→ **TASK DESCRIPTION**
Pick every line from the data that holds the word "none".

→ **DATA TO EXAMINE**
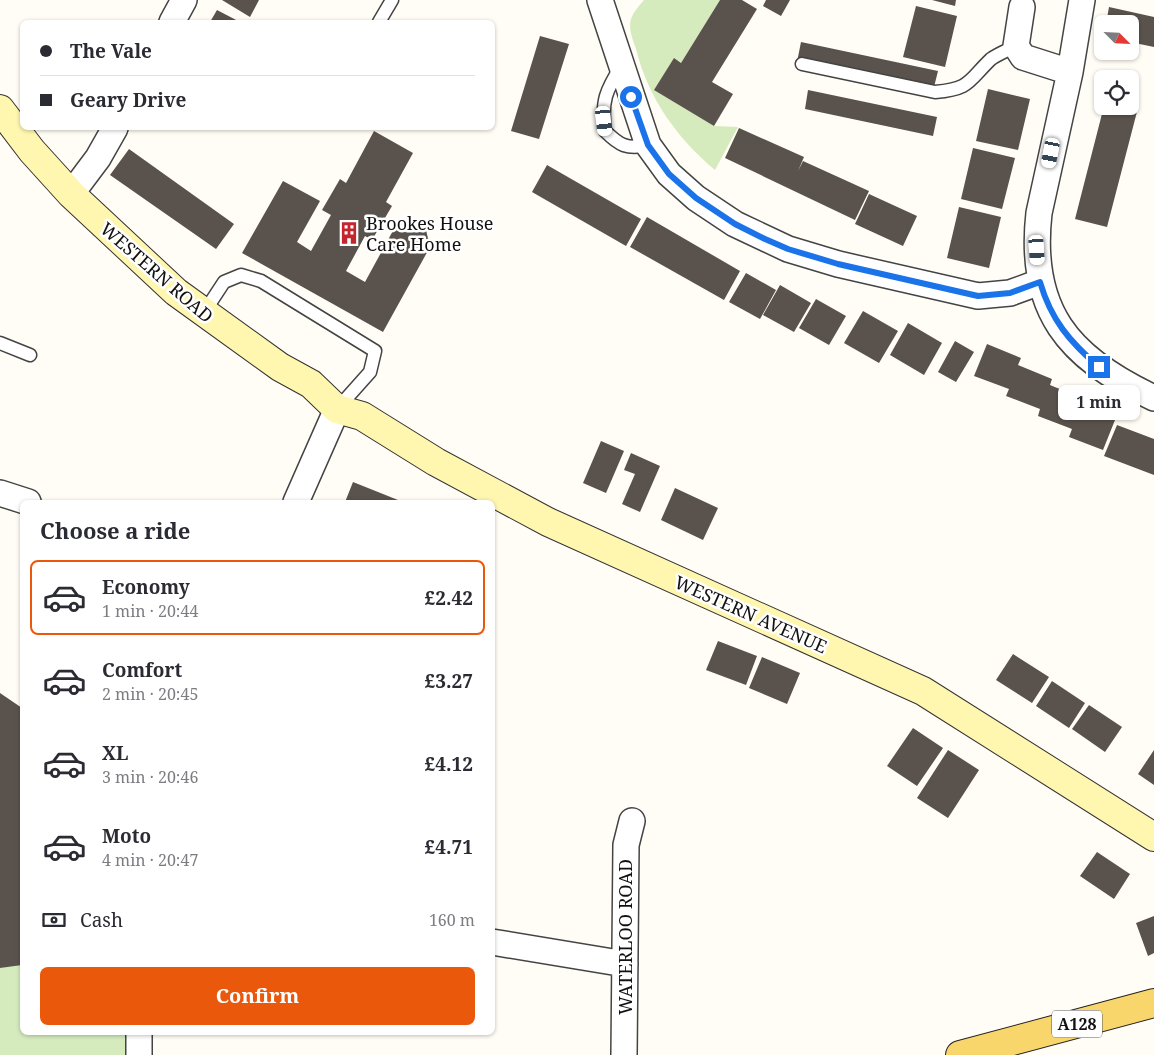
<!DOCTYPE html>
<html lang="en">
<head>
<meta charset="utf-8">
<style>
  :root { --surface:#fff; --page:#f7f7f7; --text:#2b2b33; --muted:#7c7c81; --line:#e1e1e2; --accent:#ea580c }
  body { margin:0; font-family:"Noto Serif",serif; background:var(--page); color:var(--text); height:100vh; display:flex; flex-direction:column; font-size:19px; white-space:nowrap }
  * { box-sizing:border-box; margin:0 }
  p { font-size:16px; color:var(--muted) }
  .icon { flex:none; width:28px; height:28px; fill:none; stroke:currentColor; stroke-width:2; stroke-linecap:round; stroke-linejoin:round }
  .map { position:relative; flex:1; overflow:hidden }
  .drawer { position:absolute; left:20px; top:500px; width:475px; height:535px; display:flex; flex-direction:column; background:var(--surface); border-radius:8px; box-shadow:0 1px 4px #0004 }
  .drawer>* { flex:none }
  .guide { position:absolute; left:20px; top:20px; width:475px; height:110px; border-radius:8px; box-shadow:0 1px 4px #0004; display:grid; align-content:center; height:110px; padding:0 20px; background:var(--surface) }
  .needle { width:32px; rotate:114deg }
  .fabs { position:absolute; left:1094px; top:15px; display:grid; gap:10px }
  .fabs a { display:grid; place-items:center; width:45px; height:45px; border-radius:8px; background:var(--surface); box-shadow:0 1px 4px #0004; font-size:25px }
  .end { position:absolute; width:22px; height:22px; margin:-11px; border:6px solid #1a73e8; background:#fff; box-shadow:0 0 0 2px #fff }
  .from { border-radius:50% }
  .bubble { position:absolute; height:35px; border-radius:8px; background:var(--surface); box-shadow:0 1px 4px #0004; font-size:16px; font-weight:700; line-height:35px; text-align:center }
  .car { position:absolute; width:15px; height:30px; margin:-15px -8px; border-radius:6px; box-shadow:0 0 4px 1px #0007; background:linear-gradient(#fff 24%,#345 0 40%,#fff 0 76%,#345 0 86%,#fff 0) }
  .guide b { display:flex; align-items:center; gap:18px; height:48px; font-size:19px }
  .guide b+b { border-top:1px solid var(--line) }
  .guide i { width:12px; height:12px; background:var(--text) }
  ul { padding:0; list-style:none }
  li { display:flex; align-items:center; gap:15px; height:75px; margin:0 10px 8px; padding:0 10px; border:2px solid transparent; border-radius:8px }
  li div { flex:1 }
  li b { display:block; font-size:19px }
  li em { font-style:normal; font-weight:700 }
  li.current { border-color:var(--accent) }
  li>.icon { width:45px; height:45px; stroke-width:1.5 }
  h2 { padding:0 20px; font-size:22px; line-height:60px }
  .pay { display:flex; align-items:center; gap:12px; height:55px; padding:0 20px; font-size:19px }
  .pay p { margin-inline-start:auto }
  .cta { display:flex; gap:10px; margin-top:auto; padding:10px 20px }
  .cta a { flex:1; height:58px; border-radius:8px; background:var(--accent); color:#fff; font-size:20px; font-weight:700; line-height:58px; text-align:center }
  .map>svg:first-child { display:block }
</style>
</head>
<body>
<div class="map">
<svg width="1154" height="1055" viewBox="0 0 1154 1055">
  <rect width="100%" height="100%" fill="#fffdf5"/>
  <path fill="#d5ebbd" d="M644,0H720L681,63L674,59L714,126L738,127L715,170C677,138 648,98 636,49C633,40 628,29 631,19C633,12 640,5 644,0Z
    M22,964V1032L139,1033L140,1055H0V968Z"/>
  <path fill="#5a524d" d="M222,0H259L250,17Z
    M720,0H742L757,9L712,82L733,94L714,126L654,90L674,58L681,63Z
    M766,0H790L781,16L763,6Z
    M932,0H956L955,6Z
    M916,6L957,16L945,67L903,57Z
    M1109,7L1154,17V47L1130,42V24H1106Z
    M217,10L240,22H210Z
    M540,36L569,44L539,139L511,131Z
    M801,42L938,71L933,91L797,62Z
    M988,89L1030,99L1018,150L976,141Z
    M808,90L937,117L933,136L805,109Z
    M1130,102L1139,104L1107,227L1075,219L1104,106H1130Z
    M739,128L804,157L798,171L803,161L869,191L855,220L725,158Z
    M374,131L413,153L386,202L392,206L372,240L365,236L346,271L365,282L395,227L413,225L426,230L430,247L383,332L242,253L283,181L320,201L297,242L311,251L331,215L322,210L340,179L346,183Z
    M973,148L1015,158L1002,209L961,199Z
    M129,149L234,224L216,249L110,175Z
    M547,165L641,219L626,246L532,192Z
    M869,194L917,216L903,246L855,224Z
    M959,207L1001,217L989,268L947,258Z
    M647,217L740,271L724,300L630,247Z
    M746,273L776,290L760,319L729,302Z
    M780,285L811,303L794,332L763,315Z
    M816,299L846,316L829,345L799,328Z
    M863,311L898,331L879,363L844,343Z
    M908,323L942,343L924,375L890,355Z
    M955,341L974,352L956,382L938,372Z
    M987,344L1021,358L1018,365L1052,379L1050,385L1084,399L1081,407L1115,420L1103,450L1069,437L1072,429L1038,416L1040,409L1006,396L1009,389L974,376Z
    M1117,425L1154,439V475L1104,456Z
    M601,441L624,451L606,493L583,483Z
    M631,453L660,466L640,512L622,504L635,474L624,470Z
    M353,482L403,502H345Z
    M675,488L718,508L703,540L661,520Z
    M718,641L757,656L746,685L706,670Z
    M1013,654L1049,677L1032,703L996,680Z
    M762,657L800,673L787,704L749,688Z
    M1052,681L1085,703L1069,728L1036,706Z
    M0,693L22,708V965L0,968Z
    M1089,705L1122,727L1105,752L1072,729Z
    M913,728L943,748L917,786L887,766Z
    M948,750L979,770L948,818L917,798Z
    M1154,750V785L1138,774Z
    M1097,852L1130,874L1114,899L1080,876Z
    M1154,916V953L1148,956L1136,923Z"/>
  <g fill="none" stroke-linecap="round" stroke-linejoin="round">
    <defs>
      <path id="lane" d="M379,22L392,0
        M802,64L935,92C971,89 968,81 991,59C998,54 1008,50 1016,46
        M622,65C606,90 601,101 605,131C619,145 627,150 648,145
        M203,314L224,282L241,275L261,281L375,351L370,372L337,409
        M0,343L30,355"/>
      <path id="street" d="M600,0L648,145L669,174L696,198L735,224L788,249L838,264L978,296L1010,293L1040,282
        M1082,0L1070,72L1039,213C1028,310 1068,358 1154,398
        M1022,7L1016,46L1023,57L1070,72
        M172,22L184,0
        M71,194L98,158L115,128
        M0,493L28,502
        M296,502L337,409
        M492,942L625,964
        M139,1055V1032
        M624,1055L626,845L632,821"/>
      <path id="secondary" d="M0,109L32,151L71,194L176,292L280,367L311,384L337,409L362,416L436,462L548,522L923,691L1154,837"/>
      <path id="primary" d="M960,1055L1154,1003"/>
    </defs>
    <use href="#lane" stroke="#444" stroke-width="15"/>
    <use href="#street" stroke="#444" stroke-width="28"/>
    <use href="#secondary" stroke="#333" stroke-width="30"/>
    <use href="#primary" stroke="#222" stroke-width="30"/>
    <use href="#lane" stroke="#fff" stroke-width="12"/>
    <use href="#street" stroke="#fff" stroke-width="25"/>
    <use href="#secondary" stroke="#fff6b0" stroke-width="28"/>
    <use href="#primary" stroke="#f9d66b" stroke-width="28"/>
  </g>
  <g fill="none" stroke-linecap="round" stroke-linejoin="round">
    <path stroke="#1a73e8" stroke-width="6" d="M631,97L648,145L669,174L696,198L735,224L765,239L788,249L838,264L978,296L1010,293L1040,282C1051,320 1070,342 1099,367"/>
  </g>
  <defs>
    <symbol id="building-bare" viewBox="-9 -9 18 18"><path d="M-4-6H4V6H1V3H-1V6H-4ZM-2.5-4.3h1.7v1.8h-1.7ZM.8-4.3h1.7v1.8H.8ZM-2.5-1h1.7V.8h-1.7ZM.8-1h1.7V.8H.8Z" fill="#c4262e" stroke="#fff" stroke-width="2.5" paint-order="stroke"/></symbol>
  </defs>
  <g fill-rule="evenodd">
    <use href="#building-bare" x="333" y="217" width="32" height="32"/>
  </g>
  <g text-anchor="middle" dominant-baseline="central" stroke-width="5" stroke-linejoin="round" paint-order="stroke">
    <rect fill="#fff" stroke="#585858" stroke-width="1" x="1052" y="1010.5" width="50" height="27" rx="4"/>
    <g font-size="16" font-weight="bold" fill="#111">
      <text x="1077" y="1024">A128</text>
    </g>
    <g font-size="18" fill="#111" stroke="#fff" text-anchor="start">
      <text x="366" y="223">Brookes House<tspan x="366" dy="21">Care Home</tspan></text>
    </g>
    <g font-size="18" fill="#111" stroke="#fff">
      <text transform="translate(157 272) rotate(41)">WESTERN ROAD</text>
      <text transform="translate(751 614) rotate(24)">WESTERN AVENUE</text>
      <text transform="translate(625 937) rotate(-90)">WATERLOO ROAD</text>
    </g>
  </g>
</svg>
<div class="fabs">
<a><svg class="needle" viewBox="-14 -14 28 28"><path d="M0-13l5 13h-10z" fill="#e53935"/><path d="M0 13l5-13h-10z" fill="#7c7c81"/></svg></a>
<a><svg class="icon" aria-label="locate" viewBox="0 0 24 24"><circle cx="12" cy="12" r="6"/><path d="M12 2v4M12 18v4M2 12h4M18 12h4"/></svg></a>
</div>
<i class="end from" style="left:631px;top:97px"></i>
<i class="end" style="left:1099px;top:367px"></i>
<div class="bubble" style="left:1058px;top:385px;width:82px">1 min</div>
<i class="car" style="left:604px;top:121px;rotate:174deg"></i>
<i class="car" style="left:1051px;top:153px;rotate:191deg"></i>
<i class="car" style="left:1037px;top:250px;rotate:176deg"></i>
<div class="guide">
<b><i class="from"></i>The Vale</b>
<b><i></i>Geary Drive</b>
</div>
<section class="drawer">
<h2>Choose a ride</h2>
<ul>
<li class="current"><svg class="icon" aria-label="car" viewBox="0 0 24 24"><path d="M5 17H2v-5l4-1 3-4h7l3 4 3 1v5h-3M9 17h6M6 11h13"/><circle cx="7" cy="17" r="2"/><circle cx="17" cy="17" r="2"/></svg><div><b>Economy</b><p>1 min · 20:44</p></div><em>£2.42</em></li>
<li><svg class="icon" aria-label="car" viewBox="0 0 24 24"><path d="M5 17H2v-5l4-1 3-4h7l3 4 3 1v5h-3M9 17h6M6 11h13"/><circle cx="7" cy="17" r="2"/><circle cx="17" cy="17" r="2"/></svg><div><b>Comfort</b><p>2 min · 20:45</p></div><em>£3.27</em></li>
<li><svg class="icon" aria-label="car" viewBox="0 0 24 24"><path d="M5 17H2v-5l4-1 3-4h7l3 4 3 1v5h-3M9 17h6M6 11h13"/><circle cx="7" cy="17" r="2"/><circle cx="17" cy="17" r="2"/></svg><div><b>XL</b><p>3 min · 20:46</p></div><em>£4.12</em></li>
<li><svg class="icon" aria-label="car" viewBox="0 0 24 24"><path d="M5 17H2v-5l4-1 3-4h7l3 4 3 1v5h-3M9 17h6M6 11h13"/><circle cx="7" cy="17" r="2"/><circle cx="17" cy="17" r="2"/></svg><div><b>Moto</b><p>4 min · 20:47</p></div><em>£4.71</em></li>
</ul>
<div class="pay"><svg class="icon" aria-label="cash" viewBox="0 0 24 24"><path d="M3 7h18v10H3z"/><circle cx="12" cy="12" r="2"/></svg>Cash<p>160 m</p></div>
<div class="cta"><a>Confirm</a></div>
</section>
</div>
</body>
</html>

→ **REPLY**
  .icon { flex:none; width:28px; height:28px; fill:none; stroke:currentColor; stroke-width:2; stroke-linecap:round; stroke-linejoin:round }
  .drawer>* { flex:none }
  ul { padding:0; list-style:none }
  <g fill="none" stroke-linecap="round" stroke-linejoin="round">
  <g fill="none" stroke-linecap="round" stroke-linejoin="round">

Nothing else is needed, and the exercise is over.